Dani thinks maybe this is one of those thoughts that make people stare at her and ask if she needs a doctor. She's glad she's tiny and harmless-looking enough not to scare humans. They're mean when they get cornered.
(She hadn't believed him at first. It was just one of Daddy's tests, just another "oops I got you, now go time-out" trick to see through. She couldn't really say no to Daddy. No one disobeyed Daddy. Daddy owned her, like he owned all of his experiments and all of his employees.
Human blood was red in the light, not at all like the blue veins she could sometimes see under her skin.)
None of the trees have fruit on them. Television lied to her.
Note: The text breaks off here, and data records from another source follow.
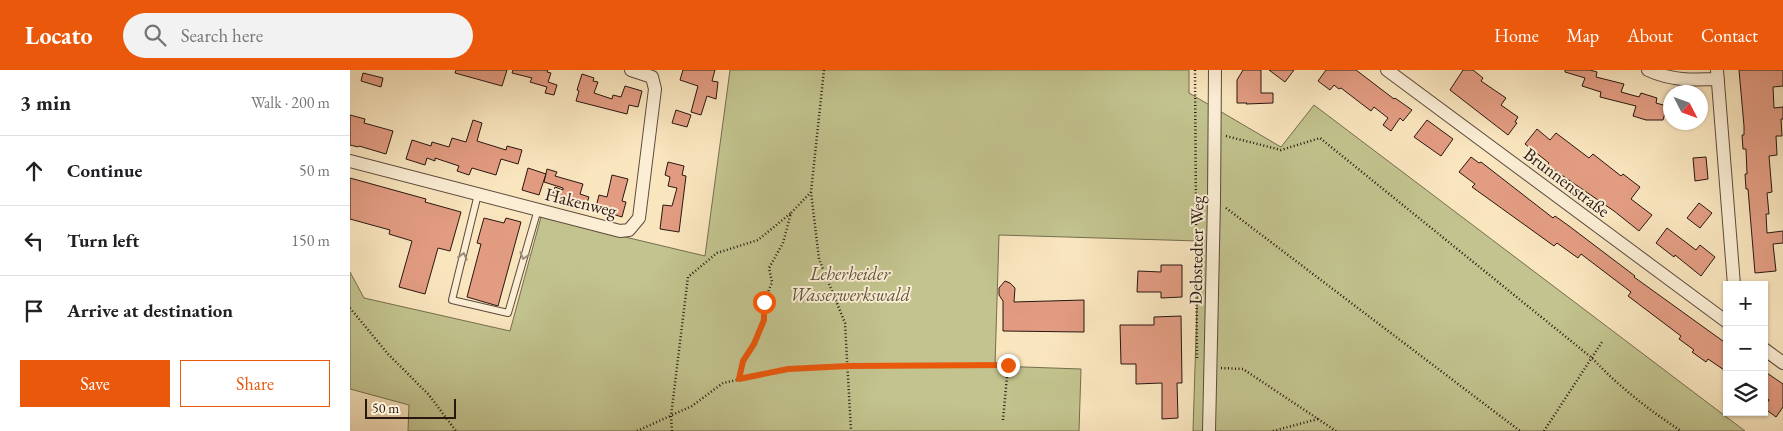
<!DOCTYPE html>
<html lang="en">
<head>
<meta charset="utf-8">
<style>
	body { margin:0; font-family:"EB Garamond",serif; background:#f2f2f2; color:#202124 }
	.controls { position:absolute; right:15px; bottom:15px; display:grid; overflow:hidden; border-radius:0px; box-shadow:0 1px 4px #0004 }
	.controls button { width:45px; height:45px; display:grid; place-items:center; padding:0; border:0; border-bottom:1px solid #e0e0e0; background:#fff; color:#202124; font:25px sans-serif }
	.compass { position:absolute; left:1313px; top:15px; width:45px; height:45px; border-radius:50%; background:#fff; box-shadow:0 1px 4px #0004; rotate:132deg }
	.scale { position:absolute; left:15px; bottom:12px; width:91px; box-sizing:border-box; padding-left:5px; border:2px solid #281710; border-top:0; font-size:14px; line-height:18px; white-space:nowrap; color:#281710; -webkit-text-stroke:4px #fbeed5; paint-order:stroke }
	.stop { position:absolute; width:15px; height:15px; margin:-11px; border:4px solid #ea580c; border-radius:50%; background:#fff }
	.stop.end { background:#ea580c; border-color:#fff; box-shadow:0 1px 5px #0008 }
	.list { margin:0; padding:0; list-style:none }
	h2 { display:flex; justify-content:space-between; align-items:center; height:65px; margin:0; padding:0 20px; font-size:21px }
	h2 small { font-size:16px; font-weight:400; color:#757577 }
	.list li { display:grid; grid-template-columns:32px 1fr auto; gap:15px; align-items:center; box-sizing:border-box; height:70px; padding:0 20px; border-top:1px solid #e0e0e0 }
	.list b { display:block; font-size:19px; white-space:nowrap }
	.list em { font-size:16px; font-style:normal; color:#757577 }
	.actions { display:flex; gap:10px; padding:15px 20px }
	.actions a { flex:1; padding:11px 0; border:1px solid #ea580c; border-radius:0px; text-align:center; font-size:18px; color:#ea580c }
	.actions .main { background:#ea580c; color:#fff }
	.icon { flex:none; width:28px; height:28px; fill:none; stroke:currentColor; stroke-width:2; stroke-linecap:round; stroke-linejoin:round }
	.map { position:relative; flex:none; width:1433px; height:361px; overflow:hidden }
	header { display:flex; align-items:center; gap:30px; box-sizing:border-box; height:70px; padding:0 25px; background:#ea580c; color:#fff }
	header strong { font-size:24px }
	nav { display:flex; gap:28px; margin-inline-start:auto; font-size:18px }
	.search { width:350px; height:45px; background:#f2f2f2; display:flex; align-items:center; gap:12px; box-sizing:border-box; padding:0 18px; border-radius:28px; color:#757577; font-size:19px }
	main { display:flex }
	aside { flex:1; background:#fff }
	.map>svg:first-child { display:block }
	.green { fill:#c2c38e; stroke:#756d4f }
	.building { fill:#e29c82; stroke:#281710 }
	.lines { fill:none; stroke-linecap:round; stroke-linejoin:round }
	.lane-casing { stroke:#5c4a3c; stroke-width:8 }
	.street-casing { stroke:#5c4a3c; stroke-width:14 }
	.path { stroke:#281710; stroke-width:2.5; stroke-dasharray:1 2.5; stroke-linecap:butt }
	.lane { stroke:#fbeed5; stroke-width:6 }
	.street { stroke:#fbeed5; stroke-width:12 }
	.oneway { stroke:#9c8d7c }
	.route { stroke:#ea580c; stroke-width:6 }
	.labels { text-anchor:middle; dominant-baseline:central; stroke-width:4; stroke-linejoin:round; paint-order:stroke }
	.street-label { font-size:18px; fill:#281710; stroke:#fbeed5 }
	.park-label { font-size:18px; font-style:italic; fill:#5e533c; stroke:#fbeed5 }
</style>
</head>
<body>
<header>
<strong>Locato</strong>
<div class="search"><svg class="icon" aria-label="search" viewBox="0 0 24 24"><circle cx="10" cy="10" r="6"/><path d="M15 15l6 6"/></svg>Search here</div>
<nav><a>Home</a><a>Map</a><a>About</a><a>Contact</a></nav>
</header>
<main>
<aside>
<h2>3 min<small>Walk · 200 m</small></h2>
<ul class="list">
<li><svg class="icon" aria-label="ahead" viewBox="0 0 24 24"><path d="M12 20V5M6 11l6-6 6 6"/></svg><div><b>Continue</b></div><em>50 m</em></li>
<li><svg class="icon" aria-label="left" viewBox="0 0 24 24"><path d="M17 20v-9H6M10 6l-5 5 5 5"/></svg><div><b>Turn left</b></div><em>150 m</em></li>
<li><svg class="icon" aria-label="arrive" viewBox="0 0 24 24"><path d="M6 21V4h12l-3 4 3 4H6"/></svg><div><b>Arrive at destination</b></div></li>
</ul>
<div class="actions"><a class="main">Save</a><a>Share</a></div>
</aside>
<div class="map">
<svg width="1433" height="361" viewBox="0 0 1433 361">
	<rect width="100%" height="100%" fill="#f9e5be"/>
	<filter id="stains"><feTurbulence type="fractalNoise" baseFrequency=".004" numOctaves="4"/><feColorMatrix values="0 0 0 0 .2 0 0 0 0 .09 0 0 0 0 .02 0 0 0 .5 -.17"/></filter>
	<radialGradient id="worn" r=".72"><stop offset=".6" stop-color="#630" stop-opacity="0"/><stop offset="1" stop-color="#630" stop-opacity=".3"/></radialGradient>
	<path class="green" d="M380,0h459v23l92,54 33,-42 431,326h-552l6,-190 -200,-6 -4,131 86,3 -2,62h-671l1,-26 -59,-16v-117l14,26 146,33 31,-114 164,39z"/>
	<path class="building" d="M106,0h51l-5,16 -47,-13z
		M163,0h35l-1,2 4,1 -3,9 9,3 -3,10 -9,-2 2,-6 -17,-5 2,-4 -20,-5z
		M333,0h32l-3,11 6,1 -2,17 -9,-3 -6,19 -10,-3 7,-26 -18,-6z
		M893,0h18v23h12v10l-27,1 1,-1h-10v-23z
		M919,0h25l-9,12z
		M976,0h30l38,29 1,-1 17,12 -9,11 -3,-3 -9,13 -8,-6 5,-7 -14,-11 -3,4 -30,-23 -2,1 -5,-4 -4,5 -12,-9z
		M1113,0h10l10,8 -2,3 25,17 -5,7 17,12 -3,5 2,1 -9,12 -58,-45z
		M1215,0h25l7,2 -1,5 28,7 -3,8 18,5 2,-4 16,5 -1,5 11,3 -4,14h-17l-13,-4 3,-10 -36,-9 1,-5 -19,-6 3,-8 -20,-6z
		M1389,0h44v16l-10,1 1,21 9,-1v12h-2l1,17h-6l1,19 -8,1 3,36 -5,1 2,21h-3l1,19 16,-2v12l-10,1 3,27 -21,2 -7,-84h-2l-1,-15h2l-1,-25h-3l-1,-14h2v-9z
		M13,3l20,5 -2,9 -20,-6z
		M232,4l12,4 -1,3 5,1 -4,11 18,6 1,-4 8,2 4,-11 17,5 -4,16 -9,-2 -2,9 -51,-13 3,-10 -2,-1z
		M326,40l15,5 -4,12 -15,-4z
		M0,45l15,4 -1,4 29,8 -7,23 -27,-8 -1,1 -8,-2z
		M123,50l9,3 -5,18 29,9 1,-4 15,4 -4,14 -17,-5 -5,16 -24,-7 -3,7 -12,-4 2,-5 -24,-8v3l-8,-3 -2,7 -19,-6 6,-19 19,6 1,-4 17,5 3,-9 14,4z
		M1077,50l26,19 -12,17 -27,-19z
		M1187,59l13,11 6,-7 33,25 4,-4 28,22 2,-2 17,13 -9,12 21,16 -13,16 -25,-20 -67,-46 2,-2 -24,-19z
		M1121,87l8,6 2,-1 72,56 2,-2 14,10 66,50 -1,1 93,67v28l-19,-13 -2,3 -14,-10 2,-2 -15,-11 2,-3 -53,-40 3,-4 -50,-38 -3,4 -21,-15 -3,3 -82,-59 3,-3 -16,-12z
		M1356,87l2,22 -13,2 -2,-23z
		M318,92l16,4 -2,9 4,1 -7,56 -19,-3 3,-24 9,1 5,-18 -9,-2 2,-9 -5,-2z
		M178,98l18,6 -7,21 -17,-5z
		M197,99l10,3 -2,4 28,8 -3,10 9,3 -3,9 -8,-3 -1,1 -25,-8 3,-9 8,3v-2l-19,-6z
		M262,105l16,4 -6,22 4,1 -4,15 -16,-5v-2l-10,-3 3,-12 8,2z
		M0,108l76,21 -1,3 36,10 -11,39 -12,-3 -13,46 -26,-7 13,-46 -23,-7 1,-4 -40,-11z
		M1349,133l13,10 -12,15 -13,-10z
		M134,148l20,5 2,-5 15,4 -23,84 -31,-9 14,-53 -4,-1z
		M1317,158l29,22 4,-5 15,12 -14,19 -26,-21 -1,2 -18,-14z
		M811,195h21v32l-21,1v-6h-24l1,-21 23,1z
		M655,211l5,2 5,5 -1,14 70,-2v32l-81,-1v-30l-4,-6v-7z
		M831,246l1,67h-5l1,35 -16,1v-36l-26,1v-20h-15l-1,-39h34v-8z
		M1414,301l19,13v23l-7,10 -12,-9 5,-8 -5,-4z"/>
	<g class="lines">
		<g class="lane-casing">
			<path id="lane" d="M128,124l-26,106 56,13 30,-104"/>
		</g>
		<g class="street-casing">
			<path id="street" d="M1037,0l340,252
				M1298,0c24,11 45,10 70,9
				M1367,0l17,215
				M0,91l270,70 9,-1 10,-12 16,-129 -3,-12 -21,-7
				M1414,279l19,14
				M859,361l5,-231 1,-130"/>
		</g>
		<path class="path" d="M474,0l-13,122 8,67 26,64 6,108
			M845,0l2,288
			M876,66l55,14 39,-12 272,220c26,28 57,52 89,73
			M876,138l294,223
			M0,238l38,46 41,41 27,36
			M871,298l22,1 93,62
			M389,309l4,-18 11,-17 10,-24v-18l8,-20 -3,-14 14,-25 8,-30 20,-21
			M653,350l5,-55
			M287,361l55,-25 31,-23 65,-14 60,-3 166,-1
			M322,361l-1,-15 17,-139 29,-24 41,-13 33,-27
			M923,361l45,-12
			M1194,361l58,-89"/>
		<use href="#lane" class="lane"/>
		<use href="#street" class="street"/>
	</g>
	<defs><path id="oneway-chevron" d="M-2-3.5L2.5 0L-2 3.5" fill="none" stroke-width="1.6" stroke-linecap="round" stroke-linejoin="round" transform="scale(1.25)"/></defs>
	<g class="oneway">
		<use href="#oneway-chevron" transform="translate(113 186) rotate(-76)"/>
		<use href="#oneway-chevron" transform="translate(174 186) rotate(106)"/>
	</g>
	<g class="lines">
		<path class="route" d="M414,232v18l-10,24 -11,17 -4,18 49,-10 60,-3 160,-1"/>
	</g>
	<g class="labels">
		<g class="street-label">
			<text transform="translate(1217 112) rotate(37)">Brunnenstraße</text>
			<text transform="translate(231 132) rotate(14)">Hakenweg</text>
			<text transform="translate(846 180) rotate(-89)">Debstedter Weg</text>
		</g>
		<g class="park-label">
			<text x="500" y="203">Leherheider<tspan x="500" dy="21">Wasserwerkswald</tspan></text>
		</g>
	</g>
	<rect width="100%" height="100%" filter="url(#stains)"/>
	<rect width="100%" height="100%" fill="url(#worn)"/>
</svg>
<div class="controls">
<button>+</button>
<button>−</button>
<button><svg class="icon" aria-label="layers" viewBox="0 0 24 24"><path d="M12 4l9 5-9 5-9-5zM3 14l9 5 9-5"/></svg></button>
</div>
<svg class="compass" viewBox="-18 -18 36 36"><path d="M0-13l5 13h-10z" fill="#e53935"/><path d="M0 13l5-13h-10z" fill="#757577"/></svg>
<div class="scale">50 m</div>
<div class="stop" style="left:414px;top:232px"></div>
<div class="stop end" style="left:658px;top:295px"></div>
</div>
</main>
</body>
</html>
She takes one of the fruits from the display case and slips a plastic knife in her pocket, fades out of visibility and leaves by the most direct route she could find on the map. By the time she's sure none of the security guards or random passers-by are going to stop her, she can feel her feet melting up to the ankle, bones just barely solid enough not to bend and tendons just barely tight enough not to crumble. It only really hurts at the join, where the mostly-intact flesh starts. It isn't that bad.
(She was bad, she was such a bad girl, she was going to be in so much trouble.
She was just a broken worthless tool anyway, so she might as well malfunction.
He smiled so wide when he got out of the draining machine, so easy to read like all of them were in the beginning. He really was a terrible liar.
Her not-cousin not-brother thanked her for setting him free, for letting him live. His eyes, his nose, his face and his everything was just like hers except not; he had that spark that her brothers had not, that need for more than just what was needed but what was wanted too, for new bright things that were interesting, and she didn't know if she was afraid or hungry.
She wanted to know how to say no without being afraid.)
Dani leaned against a wall and cut the fruit open, scooping out a few seeds and licking them off her fingers. She chewed the pinkish-red pulp off and spit the pomegranate seeds into the dirt.
Maybe they'd be a tree someday.
Notes: Isn't she just the sweetest little broken thing?
Set between Kindred Spirits and D-Stabilized. Title quoted from "The Layers" by Stanley Kunitz.